Supreme Court of Florida
Dec 12, 1978
364 So. 2d 450 (Fla. 1978)

Summary

noting matter not dispositive of case is not proper for consideration on appeal from a nolo contendere plea

Summary of this case from Thomas v. Sec'y Dep't of Corr.

Opinion

No. 49745.

October 12, 1978. Rehearing Denied December 12, 1978.

Appeal from the County Court, Pinellas County, Catherine M. Harlan and Maynard F. Swanson, Jr., JJ.

David A. Demers of the Law Offices of Carreiro, Brawley, Demers Demers, St. Petersburg, for appellant.

Robert L. Shevin, Atty. Gen., and Davis G. Anderson, Jr., Asst. Atty. Gen., Tampa, for appellee.


We are presented with an appeal from a judgment and sentence of the County Court for Pinellas County. As the trial court passed on the validity of a state statute, we have jurisdiction. Article V, Section 3(b)(1), Florida Constitution.

After entering pleas of nolo contendere, appellant First Amendment Foundation of Florida, Inc., was convicted, in a number of cases consolidated at the trial court level for purposes of judgment and sentence, of distributing obscene material in violation of Section 847.07, Florida Statutes (1975). Each case was initiated by an information charging one or more violations. With some variation as to the precise conduct alleged to have been depicted, each count of each information alleged that on a certain date the appellant exhibited a certain motion picture film,

The offense and the meaning of "obscene materials" are defined in the first two subsections:
(1) A person commits the offense of distributing obscene materials when, knowing the obscene nature thereof, he sells, rents, leases, advertises, publishes, exhibits, or otherwise disseminates to any person any obscene material of any description, offers to do so, or possesses such material with the intent so to do.
(2) Considered as a whole and applying community standards, material is obscene if:
(a) Its predominant appeal is to prurient interest; that is, a shameful or morbid interest in nudity, sex, or excretion;
(b) It is utterly without redeeming social value; and
(c) In addition, it goes substantially beyond customary limits of candor in describing or representing such matters.

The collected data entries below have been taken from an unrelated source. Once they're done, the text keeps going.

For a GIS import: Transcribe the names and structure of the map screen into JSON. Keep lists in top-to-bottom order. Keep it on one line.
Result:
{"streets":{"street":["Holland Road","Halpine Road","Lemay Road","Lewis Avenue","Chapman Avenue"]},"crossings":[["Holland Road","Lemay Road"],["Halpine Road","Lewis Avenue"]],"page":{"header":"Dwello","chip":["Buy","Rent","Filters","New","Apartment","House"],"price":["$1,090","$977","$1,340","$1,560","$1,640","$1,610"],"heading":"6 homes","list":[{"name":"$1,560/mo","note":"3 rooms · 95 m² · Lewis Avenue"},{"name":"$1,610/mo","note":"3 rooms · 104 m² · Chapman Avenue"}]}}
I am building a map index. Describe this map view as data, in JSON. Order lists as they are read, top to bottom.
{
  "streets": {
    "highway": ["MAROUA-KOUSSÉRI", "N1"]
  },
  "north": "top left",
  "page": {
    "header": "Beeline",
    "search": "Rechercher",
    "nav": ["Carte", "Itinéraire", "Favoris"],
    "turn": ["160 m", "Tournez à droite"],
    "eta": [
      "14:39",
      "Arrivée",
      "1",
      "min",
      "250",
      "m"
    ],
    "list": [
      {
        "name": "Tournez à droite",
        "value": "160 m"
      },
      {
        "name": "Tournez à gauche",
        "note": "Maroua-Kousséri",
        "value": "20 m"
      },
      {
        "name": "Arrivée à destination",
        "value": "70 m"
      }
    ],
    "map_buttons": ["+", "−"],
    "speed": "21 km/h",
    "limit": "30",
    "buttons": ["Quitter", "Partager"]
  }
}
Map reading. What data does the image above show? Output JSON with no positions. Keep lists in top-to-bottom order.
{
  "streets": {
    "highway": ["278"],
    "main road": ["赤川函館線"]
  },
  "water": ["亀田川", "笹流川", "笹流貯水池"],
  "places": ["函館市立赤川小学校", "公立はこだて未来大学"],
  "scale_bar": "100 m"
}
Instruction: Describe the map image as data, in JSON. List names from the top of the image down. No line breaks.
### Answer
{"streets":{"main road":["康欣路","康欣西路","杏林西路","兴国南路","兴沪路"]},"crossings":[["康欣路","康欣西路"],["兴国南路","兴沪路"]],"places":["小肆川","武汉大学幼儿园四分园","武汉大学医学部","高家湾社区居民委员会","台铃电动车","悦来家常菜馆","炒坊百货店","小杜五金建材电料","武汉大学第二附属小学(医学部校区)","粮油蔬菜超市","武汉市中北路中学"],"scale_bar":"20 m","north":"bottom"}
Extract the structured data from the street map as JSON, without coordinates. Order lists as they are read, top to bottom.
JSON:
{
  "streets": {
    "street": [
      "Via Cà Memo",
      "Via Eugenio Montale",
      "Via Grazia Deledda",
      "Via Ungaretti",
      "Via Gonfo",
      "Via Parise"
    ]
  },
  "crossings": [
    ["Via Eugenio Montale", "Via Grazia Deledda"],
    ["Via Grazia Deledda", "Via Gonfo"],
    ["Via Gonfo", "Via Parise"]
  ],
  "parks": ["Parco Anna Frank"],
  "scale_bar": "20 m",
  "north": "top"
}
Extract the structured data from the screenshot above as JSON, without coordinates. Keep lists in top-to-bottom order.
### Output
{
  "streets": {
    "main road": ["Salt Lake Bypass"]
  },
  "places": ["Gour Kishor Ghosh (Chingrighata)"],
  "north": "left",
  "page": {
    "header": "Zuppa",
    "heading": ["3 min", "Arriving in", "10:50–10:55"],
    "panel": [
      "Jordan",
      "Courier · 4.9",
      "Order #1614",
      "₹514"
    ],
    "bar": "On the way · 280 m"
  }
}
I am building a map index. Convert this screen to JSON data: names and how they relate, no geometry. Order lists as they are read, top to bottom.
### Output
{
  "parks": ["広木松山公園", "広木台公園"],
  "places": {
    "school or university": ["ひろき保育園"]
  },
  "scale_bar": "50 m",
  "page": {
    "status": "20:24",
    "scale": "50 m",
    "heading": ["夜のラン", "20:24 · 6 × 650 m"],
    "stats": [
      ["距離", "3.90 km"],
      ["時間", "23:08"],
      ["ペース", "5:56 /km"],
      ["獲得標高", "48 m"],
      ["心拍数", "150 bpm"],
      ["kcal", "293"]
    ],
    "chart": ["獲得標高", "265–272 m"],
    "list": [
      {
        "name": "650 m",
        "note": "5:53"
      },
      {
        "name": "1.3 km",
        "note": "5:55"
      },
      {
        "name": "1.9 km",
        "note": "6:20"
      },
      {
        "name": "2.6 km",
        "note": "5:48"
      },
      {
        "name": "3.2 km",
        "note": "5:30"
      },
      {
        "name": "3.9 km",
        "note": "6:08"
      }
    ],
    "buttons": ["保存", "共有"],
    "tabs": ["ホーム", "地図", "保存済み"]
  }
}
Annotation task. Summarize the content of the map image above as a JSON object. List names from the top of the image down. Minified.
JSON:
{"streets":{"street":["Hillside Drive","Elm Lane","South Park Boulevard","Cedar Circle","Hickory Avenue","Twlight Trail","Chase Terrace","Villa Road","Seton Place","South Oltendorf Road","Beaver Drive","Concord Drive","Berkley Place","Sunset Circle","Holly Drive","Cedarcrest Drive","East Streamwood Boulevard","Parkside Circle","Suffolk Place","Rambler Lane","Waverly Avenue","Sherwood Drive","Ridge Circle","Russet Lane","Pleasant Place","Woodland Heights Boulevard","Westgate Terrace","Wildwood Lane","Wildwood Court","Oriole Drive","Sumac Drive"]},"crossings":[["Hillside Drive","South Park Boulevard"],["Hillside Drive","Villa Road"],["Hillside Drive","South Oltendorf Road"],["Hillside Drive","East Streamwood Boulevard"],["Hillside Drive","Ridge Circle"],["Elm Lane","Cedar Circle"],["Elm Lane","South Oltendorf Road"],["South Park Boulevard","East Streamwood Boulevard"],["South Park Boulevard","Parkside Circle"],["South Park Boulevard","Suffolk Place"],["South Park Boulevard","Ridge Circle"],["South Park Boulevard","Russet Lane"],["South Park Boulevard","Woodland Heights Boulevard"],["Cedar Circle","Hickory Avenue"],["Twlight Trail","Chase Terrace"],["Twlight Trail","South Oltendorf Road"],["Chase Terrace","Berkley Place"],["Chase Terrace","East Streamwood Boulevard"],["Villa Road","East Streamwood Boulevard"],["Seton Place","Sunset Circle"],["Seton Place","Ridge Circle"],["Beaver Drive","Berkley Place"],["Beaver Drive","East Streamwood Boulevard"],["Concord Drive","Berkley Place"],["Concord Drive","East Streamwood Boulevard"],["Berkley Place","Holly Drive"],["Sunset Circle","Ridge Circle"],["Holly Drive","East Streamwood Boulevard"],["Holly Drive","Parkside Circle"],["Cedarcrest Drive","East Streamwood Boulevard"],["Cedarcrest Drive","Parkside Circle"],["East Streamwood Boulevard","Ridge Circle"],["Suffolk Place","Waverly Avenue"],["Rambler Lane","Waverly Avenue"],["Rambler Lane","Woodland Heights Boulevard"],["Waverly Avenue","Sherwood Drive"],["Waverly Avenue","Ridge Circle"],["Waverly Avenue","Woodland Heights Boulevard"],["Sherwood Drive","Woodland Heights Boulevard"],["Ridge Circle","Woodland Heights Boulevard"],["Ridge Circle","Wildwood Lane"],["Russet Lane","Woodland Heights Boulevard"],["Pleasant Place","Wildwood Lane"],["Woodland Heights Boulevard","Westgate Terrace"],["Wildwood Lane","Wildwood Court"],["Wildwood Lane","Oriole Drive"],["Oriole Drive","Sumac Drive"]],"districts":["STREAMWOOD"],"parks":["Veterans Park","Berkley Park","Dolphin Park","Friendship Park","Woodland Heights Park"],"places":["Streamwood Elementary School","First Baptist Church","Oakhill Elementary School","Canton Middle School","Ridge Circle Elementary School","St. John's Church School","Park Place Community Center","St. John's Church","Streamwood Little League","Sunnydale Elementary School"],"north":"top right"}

knowing the obscene nature thereof, said film considered as a whole, applying contemporary community standards, having its predominant appeal to the prurient interest, being utterly without redeeming social value, and going substantially beyond the customary limits of candor in representing nudity and sexual conduct in that said film graphically depicts and shows nude male and female persons actually engaging in ultimate sexual acts including but not limited to sexual intercourse, masturbation, fellatio, cunnilingus and ejaculation, contrary to Chapter 847.07, Florida Statutes, and against the peace and dignity of the State of Florida.

The appellant filed motions to dismiss each of the informations on the ground that Section 847.07 is impermissibly vague, giving insufficient definition of what is proscribed thereby denying appellant due process of law.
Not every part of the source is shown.